How to complete this task >>
Return only the stretch of the material below that begins with the line containing "function fillPath(path, color)" and ends with the line containing "c.font = font", exactly; both of those lines belong to it.
Extracted entries START
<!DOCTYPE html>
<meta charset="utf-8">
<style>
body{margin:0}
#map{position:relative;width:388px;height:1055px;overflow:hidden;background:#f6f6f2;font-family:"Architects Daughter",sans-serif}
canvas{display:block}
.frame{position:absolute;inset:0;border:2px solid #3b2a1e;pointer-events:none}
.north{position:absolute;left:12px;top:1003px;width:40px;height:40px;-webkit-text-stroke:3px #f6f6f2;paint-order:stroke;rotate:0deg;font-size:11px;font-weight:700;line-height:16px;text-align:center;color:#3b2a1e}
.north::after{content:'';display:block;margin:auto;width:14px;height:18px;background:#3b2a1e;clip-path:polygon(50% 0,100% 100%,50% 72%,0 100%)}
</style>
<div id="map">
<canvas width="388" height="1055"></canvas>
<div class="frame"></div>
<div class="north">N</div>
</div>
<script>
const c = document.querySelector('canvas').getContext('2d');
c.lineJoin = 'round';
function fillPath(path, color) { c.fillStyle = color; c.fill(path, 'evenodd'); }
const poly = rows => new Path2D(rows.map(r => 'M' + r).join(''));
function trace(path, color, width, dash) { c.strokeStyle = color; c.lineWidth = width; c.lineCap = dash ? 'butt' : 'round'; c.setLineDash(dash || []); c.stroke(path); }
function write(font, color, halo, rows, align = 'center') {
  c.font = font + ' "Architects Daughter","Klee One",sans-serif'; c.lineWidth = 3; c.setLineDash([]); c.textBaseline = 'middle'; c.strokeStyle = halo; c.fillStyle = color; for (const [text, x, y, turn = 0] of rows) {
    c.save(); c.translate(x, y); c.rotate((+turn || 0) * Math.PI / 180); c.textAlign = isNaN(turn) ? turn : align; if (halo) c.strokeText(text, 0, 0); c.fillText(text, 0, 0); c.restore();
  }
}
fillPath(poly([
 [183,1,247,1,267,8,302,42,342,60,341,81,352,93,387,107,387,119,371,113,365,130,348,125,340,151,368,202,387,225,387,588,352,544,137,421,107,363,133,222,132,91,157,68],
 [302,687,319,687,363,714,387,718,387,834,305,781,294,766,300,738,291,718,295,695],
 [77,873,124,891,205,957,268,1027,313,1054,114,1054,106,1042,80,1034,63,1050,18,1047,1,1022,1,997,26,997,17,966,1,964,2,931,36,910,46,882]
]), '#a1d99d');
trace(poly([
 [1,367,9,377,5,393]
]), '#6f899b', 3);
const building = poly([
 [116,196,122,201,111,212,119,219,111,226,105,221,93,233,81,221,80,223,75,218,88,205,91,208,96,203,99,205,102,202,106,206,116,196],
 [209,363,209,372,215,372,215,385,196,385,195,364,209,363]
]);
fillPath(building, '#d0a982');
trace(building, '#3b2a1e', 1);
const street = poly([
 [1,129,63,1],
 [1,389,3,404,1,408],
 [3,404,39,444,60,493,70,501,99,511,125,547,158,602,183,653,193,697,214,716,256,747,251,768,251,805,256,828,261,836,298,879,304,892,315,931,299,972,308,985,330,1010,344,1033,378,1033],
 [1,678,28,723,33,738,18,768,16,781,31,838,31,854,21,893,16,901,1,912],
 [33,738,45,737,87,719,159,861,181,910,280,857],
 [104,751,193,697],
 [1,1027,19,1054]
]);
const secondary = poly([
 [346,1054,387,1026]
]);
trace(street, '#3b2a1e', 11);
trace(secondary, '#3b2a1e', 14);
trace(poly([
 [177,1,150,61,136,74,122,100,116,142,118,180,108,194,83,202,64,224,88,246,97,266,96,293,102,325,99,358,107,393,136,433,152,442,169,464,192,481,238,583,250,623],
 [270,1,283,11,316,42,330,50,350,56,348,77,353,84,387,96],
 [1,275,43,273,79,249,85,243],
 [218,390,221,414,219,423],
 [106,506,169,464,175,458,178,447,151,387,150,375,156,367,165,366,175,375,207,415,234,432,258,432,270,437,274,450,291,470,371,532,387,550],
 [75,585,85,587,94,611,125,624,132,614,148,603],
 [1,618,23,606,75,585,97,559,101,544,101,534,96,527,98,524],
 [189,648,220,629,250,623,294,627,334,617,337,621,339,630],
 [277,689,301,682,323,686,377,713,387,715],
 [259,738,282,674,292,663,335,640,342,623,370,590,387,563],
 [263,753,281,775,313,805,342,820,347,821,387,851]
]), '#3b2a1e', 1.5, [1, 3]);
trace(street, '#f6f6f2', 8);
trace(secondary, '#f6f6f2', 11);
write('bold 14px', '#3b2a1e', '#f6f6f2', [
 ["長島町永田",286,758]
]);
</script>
Extracted entries END
Completed task >>
function fillPath(path, color) { c.fillStyle = color; c.fill(path, 'evenodd'); }
const poly = rows => new Path2D(rows.map(r => 'M' + r).join(''));
function trace(path, color, width, dash) { c.strokeStyle = color; c.lineWidth = width; c.lineCap = dash ? 'butt' : 'round'; c.setLineDash(dash || []); c.stroke(path); }
function write(font, color, halo, rows, align = 'center') {
  c.font = font + ' "Architects Daughter","Klee One",sans-serif'; c.lineWidth = 3; c.setLineDash([]); c.textBaseline = 'middle'; c.strokeStyle = halo; c.fillStyle = color; for (const [text, x, y, turn = 0] of rows) {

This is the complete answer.